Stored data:
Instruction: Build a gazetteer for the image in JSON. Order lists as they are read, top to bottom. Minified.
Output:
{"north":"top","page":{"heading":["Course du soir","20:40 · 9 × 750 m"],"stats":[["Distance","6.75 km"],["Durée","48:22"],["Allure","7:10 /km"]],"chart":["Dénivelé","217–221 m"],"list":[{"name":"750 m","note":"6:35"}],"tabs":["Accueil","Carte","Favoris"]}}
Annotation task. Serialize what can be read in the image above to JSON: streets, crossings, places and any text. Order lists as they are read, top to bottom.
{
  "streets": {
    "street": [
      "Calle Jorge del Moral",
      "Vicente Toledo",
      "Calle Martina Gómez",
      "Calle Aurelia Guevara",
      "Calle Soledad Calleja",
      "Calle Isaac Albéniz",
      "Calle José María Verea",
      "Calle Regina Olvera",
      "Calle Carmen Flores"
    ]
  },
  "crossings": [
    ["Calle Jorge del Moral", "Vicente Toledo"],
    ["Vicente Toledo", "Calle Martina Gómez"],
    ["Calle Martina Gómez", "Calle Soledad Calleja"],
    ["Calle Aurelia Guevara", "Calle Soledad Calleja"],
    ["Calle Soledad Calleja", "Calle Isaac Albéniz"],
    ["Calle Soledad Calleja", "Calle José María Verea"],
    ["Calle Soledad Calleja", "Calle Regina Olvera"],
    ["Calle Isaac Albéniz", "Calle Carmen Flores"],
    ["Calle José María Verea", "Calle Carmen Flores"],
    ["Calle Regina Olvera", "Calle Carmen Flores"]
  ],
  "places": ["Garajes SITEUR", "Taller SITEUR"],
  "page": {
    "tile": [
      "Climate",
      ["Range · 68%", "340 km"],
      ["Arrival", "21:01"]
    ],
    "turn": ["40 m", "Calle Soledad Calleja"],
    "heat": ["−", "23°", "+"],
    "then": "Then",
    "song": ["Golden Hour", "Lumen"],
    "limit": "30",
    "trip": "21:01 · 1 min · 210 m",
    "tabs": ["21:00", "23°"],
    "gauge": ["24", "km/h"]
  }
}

→ **Exercise**:
The data must be transcribed in full. Every word stays the same.

→ **Written answer**:
Instruction: Build a gazetteer for the image in JSON. Order lists as they are read, top to bottom. Minified.
Output:
{"north":"top","page":{"heading":["Course du soir","20:40 · 9 × 750 m"],"stats":[["Distance","6.75 km"],["Durée","48:22"],["Allure","7:10 /km"]],"chart":["Dénivelé","217–221 m"],"list":[{"name":"750 m","note":"6:35"}],"tabs":["Accueil","Carte","Favoris"]}}
Annotation task. Serialize what can be read in the image above to JSON: streets, crossings, places and any text. Order lists as they are read, top to bottom.
{
  "streets": {
    "street": [
      "Calle Jorge del Moral",
      "Vicente Toledo",
      "Calle Martina Gómez",
      "Calle Aurelia Guevara",
      "Calle Soledad Calleja",
      "Calle Isaac Albéniz",
      "Calle José María Verea",
      "Calle Regina Olvera",
      "Calle Carmen Flores"
    ]
  },
  "crossings": [
    ["Calle Jorge del Moral", "Vicente Toledo"],
    ["Vicente Toledo", "Calle Martina Gómez"],
    ["Calle Martina Gómez", "Calle Soledad Calleja"],
    ["Calle Aurelia Guevara", "Calle Soledad Calleja"],
    ["Calle Soledad Calleja", "Calle Isaac Albéniz"],
    ["Calle Soledad Calleja", "Calle José María Verea"],
    ["Calle Soledad Calleja", "Calle Regina Olvera"],
    ["Calle Isaac Albéniz", "Calle Carmen Flores"],
    ["Calle José María Verea", "Calle Carmen Flores"],
    ["Calle Regina Olvera", "Calle Carmen Flores"]
  ],
  "places": ["Garajes SITEUR", "Taller SITEUR"],
  "page": {
    "tile": [
      "Climate",
      ["Range · 68%", "340 km"],
      ["Arrival", "21:01"]
    ],
    "turn": ["40 m", "Calle Soledad Calleja"],
    "heat": ["−", "23°", "+"],
    "then": "Then",
    "song": ["Golden Hour", "Lumen"],
    "limit": "30",
    "trip": "21:01 · 1 min · 210 m",
    "tabs": ["21:00", "23°"],
    "gauge": ["24", "km/h"]
  }
}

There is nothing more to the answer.